Smoke and Mirrors (A Miss Barnum Mystery)
by Casey Daniels
Review by Gayle Surrette
Severn House Hardcover / eBook ISBN/ITEM#: 9780727887252
Date: 01 November 2017 List Price $28.99 Amazon US / Amazon UK
Evangeline "Evie" Barnum had moved to New York City and now worked as a manager of her brother, P.T. Barnum's, American Museum. She'd left her hometown, Bethel, to start anew in New York. Her brother had taken her in and given her a job against the wishes of his wife and the museum's assistant manager. She enjoyed the freedom of the work and the life she was building for herself.
Evangeline's routine was upset when Andrew Emerson, a friend from Bethel, showed up at the museum begging for her help. Evie refused to listen to him and sent him away. At the end of the day, she found him murdered in front of the exhibit of the Feejee Mermaid. Earlier, Jeffrey Hollister had fought with Andrew when he'd grabbed Evie to force her to listen to him and that made him the prime suspect in the murder. Evie knew he didn't do it and she was determined to prove it. She also managed to check Andrew's pockets for the paper he tried to give her when he first spoke to her before the police arrived.
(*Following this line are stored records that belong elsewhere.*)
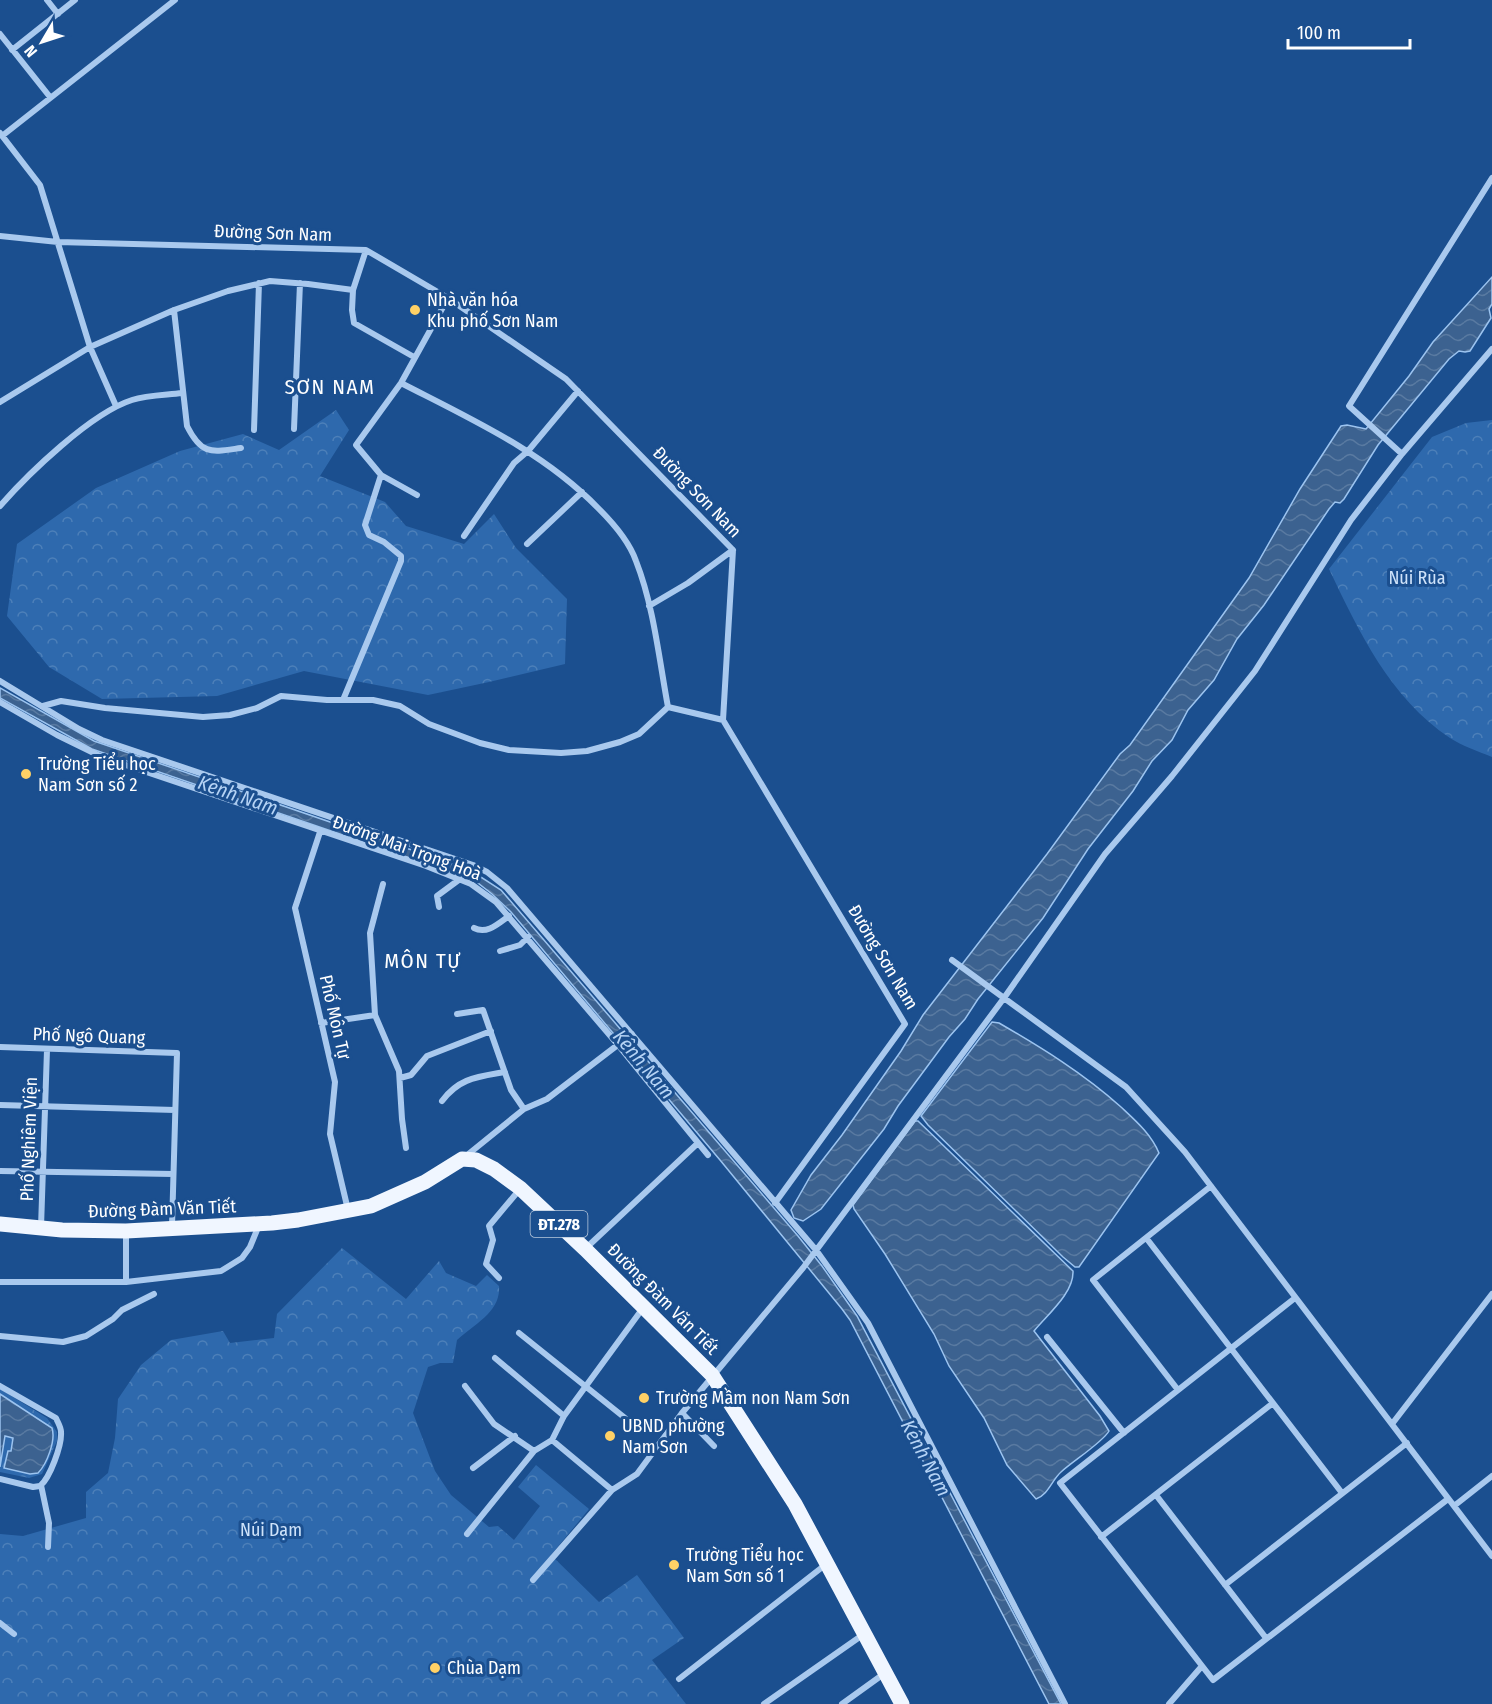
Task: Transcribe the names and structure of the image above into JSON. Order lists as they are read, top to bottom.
{
  "streets": {
    "main road": ["Đường Đàm Văn Tiết", "ĐT.278"],
    "street": [
      "Đường Sơn Nam",
      "Đường Mai Trọng Hoà",
      "Phố Môn Tự",
      "Phố Ngô Quang",
      "Phố Nghiêm Viện"
    ]
  },
  "crossings": [
    ["Đường Mai Trọng Hoà", "Phố Môn Tự"],
    ["Phố Môn Tự", "Đường Đàm Văn Tiết"],
    ["Phố Ngô Quang", "Phố Nghiêm Viện"],
    ["Phố Nghiêm Viện", "Đường Đàm Văn Tiết"]
  ],
  "districts": ["SƠN NAM", "MÔN TỰ"],
  "water": ["Kênh Nam"],
  "parks": ["Núi Rùa", "Núi Dạm"],
  "places": [
    "Nhà văn hóa Khu phố Sơn Nam",
    "Trường Tiểu học Nam Sơn số 2",
    "Trường Mầm non Nam Sơn",
    "UBND phường Nam Sơn",
    "Trường Tiểu học Nam Sơn số 1",
    "Chùa Dạm"
  ],
  "scale_bar": "100 m",
  "north": "bottom left"
}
From the note, Evie learned that Andrew's sister had run away to New York with a young man that Evie knew well. So, now she had two mysteries to solve. While determined to investigate, she learns that her sister-in-law is determined to marry her off to a neighbor. It also seems that the neighbor is also determined to marry her as he needs someone to care for his children.
So, Evie needs to solve a murder, find Andrew's sister, avoid getting married, and, even more importantly, avoid getting killed herself. The tension builds as several attempts are made on Evie's life, the first one even before she manages to start her investigation. What is up with that? Coincidence? Related to the murder? Why her?
Tightly plotted with characters that are fully developed and with a lot of backstories, Smoke and Mirrors is a definite page-turner. The historical aspects of the story feel real and New York City itself becomes a major part of the story as does Barnum's American Museum and its oddities – living, fabricated, tool, or art. I'm looking forward hopefully to Evangeline Barnum's next adventure.